News and commentary from the cross-platform scripting community.
cactus Mail Starting 11/7/97

From: andy@hmsi.com (Andy Freeman);
Sent at Fri, 7 Nov 1997 17:20:21 -0700;
three comments

Interestingly enough, Intel just settled a lawsuit in this area. (See http://www.intel.com/procs/support/pentium/certif/continuance.htm - get there via the bottom of the pressroom link from www.intel.com.) The lawsuit didn't cost Intel a lot of money, and very little bad press, but there's no reason to believe that Intel intentionally cheated either.

I'd guess that the only thing saving Sun is the fact that there's no real connection between purchasing decisions and these deceptions. When that changes....

Sun's "anything is acceptable if it's aimed at Microsoft" attitude is beginning to grate.

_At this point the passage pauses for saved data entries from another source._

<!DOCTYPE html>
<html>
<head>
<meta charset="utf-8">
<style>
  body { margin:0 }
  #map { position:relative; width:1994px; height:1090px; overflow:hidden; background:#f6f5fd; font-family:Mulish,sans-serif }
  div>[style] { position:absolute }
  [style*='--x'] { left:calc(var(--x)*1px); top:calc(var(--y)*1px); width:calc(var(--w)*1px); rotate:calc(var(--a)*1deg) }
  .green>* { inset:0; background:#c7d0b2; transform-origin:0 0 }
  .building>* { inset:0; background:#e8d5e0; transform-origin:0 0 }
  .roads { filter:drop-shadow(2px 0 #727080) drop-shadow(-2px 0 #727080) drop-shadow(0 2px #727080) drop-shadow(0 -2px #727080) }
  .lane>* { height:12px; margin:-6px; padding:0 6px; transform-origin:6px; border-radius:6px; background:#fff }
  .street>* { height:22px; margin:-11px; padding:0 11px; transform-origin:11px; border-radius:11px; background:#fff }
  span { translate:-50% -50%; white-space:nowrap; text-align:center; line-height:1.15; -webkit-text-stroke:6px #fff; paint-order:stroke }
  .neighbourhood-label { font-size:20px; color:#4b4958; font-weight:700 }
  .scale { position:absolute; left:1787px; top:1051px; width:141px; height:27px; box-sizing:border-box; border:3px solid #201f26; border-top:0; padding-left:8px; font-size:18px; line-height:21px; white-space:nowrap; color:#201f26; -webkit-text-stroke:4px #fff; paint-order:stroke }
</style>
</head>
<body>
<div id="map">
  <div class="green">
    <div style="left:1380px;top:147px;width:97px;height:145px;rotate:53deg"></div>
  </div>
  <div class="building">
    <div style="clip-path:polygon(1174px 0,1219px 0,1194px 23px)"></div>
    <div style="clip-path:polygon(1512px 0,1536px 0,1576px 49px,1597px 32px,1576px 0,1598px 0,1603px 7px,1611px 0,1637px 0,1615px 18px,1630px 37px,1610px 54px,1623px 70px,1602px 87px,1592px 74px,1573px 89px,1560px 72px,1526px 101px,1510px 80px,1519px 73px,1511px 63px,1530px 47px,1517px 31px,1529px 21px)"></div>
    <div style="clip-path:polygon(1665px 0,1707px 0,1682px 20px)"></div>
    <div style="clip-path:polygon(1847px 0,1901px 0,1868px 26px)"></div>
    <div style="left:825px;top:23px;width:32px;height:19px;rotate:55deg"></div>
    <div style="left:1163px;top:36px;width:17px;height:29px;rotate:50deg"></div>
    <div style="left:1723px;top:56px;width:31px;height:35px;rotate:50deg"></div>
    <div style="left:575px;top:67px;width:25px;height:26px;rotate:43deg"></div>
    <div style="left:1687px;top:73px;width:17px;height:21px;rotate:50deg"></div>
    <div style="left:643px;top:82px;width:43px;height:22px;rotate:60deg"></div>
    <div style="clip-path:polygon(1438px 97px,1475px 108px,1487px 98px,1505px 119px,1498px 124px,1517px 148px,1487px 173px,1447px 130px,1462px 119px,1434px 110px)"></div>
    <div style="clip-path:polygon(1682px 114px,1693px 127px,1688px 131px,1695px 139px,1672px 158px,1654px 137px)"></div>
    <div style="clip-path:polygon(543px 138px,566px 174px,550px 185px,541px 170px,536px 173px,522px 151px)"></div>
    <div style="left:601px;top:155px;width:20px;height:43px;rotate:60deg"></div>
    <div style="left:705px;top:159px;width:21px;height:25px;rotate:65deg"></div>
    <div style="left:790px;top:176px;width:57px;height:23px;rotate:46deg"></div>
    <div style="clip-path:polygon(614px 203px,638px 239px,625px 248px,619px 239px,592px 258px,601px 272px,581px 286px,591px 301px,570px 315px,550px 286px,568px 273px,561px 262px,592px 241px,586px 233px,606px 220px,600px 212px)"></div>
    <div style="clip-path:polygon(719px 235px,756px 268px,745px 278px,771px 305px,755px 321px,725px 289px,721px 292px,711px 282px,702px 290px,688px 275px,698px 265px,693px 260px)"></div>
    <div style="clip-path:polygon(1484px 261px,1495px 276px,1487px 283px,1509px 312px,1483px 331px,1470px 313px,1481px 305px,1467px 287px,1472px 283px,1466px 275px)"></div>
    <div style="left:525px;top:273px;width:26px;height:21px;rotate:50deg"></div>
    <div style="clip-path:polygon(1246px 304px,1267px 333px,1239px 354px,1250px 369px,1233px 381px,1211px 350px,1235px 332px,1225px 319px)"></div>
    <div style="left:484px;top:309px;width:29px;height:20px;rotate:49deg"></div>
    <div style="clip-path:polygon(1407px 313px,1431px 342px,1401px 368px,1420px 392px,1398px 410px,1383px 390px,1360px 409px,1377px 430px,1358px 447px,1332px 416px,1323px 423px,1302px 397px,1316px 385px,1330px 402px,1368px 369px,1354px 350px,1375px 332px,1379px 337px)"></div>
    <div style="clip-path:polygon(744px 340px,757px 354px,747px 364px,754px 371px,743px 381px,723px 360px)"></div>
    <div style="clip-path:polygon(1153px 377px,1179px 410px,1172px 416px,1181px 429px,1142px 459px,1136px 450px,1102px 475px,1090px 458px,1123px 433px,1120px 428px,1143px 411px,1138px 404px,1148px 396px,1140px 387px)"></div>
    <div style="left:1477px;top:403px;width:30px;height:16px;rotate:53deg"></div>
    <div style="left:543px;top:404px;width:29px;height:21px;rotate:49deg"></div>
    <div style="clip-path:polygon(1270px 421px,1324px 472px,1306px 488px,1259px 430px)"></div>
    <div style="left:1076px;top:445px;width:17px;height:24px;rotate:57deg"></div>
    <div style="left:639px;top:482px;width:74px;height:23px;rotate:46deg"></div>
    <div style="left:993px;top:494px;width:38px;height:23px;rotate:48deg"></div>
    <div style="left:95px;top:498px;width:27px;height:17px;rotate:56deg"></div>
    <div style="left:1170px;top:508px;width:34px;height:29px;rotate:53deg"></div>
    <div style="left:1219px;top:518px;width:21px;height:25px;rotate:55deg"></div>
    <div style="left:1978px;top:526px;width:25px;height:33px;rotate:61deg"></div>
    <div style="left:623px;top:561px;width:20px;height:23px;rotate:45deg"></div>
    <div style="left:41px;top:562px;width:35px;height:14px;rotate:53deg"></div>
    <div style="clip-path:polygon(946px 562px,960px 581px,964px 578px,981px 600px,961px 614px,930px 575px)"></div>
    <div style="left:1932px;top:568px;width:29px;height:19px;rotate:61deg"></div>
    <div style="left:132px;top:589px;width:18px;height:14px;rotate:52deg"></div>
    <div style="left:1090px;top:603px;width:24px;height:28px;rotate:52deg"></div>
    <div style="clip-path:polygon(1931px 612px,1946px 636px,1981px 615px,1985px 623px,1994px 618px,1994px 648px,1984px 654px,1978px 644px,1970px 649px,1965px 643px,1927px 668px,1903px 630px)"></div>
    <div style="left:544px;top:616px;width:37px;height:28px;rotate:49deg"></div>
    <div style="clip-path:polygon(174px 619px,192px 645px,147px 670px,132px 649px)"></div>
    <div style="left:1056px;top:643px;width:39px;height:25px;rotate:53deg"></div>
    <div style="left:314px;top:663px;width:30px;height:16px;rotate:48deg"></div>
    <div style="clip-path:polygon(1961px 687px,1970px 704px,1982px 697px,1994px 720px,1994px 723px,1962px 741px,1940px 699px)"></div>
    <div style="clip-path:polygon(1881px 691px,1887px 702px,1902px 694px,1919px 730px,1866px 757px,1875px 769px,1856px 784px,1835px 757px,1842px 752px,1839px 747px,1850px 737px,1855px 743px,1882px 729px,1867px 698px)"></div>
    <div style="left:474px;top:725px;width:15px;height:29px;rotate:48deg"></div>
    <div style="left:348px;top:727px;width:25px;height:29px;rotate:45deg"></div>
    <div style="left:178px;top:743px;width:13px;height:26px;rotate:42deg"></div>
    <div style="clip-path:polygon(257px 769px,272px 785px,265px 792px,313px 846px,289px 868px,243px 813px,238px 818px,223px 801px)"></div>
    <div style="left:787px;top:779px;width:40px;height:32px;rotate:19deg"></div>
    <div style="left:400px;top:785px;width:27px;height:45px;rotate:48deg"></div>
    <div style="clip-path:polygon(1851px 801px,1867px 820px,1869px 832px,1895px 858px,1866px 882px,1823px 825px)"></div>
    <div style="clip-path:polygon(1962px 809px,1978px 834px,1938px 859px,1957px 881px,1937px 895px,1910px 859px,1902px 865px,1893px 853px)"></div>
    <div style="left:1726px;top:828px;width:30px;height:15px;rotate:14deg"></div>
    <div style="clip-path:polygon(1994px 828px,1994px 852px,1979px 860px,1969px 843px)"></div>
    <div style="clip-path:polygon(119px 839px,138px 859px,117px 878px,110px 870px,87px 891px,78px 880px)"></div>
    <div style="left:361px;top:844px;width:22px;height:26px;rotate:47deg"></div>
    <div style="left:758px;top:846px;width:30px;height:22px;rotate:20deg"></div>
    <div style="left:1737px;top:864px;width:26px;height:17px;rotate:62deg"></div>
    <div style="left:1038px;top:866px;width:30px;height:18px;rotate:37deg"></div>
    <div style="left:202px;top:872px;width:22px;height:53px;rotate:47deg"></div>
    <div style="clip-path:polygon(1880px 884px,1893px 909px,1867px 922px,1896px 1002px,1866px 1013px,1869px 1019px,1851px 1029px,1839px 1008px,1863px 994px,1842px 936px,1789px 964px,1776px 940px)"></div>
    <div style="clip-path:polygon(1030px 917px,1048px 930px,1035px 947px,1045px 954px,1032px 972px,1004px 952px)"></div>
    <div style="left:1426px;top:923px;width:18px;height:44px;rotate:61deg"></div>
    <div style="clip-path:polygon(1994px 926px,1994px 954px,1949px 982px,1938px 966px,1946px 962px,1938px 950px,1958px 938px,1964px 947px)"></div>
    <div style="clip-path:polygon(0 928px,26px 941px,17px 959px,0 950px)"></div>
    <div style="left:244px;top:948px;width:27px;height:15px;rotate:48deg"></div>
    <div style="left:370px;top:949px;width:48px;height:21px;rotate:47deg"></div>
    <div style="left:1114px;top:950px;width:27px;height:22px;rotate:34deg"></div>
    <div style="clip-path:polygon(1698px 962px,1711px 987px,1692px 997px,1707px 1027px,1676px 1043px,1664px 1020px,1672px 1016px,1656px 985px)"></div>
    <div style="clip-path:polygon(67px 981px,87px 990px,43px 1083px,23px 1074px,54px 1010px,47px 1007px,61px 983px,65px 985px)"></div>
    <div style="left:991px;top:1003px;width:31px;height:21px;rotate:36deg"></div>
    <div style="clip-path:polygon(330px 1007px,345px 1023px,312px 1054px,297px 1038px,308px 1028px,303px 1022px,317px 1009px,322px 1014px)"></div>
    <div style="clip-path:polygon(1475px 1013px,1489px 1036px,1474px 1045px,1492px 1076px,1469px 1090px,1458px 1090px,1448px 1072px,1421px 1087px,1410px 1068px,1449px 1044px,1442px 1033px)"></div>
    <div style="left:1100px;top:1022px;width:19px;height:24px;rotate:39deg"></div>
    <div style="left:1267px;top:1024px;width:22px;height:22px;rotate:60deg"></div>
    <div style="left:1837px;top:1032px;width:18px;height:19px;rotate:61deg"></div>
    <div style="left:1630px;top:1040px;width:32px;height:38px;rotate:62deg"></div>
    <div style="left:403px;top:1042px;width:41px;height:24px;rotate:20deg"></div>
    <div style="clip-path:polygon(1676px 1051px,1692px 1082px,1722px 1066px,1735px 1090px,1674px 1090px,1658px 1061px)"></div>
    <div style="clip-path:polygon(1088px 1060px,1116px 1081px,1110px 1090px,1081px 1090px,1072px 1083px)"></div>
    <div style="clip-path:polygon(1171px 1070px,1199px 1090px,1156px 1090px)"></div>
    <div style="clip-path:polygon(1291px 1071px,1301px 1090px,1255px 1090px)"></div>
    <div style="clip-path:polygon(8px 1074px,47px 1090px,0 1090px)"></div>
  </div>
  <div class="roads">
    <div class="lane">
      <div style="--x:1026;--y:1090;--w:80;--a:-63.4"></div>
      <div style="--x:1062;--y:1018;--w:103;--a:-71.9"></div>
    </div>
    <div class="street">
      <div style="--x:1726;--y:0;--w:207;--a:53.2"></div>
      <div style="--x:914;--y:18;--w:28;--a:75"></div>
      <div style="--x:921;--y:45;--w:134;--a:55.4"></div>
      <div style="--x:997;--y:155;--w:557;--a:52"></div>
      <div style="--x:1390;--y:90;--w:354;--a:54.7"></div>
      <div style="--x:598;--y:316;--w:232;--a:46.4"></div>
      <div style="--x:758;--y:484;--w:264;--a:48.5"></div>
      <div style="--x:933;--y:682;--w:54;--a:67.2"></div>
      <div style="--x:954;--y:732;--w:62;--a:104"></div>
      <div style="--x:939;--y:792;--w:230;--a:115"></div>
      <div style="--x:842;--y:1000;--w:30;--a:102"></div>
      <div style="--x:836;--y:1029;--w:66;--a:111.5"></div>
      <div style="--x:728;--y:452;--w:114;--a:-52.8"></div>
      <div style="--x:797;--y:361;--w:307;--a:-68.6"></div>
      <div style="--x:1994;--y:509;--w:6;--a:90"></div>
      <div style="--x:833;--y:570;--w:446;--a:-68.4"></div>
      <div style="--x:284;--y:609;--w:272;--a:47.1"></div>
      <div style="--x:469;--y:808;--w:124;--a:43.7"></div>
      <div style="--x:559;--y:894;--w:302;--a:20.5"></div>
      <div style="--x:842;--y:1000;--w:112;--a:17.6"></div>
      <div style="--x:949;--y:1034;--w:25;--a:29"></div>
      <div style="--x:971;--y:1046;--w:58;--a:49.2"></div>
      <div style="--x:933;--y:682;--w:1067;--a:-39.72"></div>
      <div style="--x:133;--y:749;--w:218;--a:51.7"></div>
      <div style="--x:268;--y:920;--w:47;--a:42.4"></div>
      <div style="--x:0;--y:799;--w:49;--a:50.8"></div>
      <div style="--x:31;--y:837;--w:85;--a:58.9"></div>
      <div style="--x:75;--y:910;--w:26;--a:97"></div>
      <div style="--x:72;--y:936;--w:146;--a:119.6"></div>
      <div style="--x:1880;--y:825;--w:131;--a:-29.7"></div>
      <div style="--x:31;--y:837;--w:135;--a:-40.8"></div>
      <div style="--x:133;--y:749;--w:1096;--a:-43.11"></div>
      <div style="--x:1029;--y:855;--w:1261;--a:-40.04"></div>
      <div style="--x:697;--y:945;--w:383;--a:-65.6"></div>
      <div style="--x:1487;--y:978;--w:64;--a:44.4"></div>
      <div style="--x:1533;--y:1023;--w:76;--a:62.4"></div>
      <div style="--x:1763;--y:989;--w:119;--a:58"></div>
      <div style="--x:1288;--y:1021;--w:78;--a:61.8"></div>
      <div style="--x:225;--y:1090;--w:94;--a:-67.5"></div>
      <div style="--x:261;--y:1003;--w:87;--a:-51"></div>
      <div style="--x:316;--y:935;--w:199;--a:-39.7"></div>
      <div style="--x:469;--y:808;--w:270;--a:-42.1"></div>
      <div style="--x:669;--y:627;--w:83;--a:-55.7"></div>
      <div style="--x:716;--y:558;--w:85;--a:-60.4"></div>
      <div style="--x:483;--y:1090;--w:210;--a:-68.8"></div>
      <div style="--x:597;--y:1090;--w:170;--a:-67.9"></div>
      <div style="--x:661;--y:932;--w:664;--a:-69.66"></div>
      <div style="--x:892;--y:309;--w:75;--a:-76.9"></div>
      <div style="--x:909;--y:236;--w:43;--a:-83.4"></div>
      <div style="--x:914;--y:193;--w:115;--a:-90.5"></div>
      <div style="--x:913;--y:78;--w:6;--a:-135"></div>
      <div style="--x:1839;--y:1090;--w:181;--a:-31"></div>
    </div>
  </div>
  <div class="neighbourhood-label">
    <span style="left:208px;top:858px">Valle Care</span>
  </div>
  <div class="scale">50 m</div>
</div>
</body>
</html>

Yes, Microsoft has a lot of power, and they got it without delivering the sexiest geek-toys, and they ship bugs. However, perfection isn't our alternative. For the purposes of this discussion, MS products are 90%. That's pretty bad, but the alternative is usually worse.

In some sense, this reminds me of Sun's early days. For a long time, 5-10% of Sun machines were dead-on-arrival. For a while, it was obvious that no one even bothered to try to turn them on before shipment. I sneered at a friend of mine who ordered machines that I wouldn't accept anything like that. He pointed out that his job was to provide working machines, that he couldn't boycott the best supplier he had. Yup, Sun's 5-10% was both unacceptable and better than the alternatives.

(3) I haven't figured out if I'm annoyed when you post a link to (a page that I can't get to without registering) without mentioning the registration requirement. (The most recent example is the New York Times article where you say that McNealy advocates a hatemail campaign. I don't register, so I haven't seen the article in question.) I agree that there's a difference between such pages and "for pay" pages, but at times I don't see that it's a huge difference. (In one case, I'm paying cash, in another case, I'm paying personal info. Both are MINE and I'm careful about how I spend them.)

From: icp@webfayre.com (Ivan Phillips);
Sent at Fri, 07 Nov 1997 16:10:29 -0600;
CaffeineMark: 50% or 50 times...

I read your article entitled Rastas! today, and enjoyed your plain English explanation of pattern matching.

I wanted to explain how the 50 times (50x) and 50% relate to each other.

The overall CaffeineMark score is the geometric mean of the 9 sub-tests, i.e., it is the ninth root of the product of all the tests. If all individual test scores go up by, say, 30%, so does the overall score. If a single test score improves by a factor F, the overall score only rises by the 9th root of F.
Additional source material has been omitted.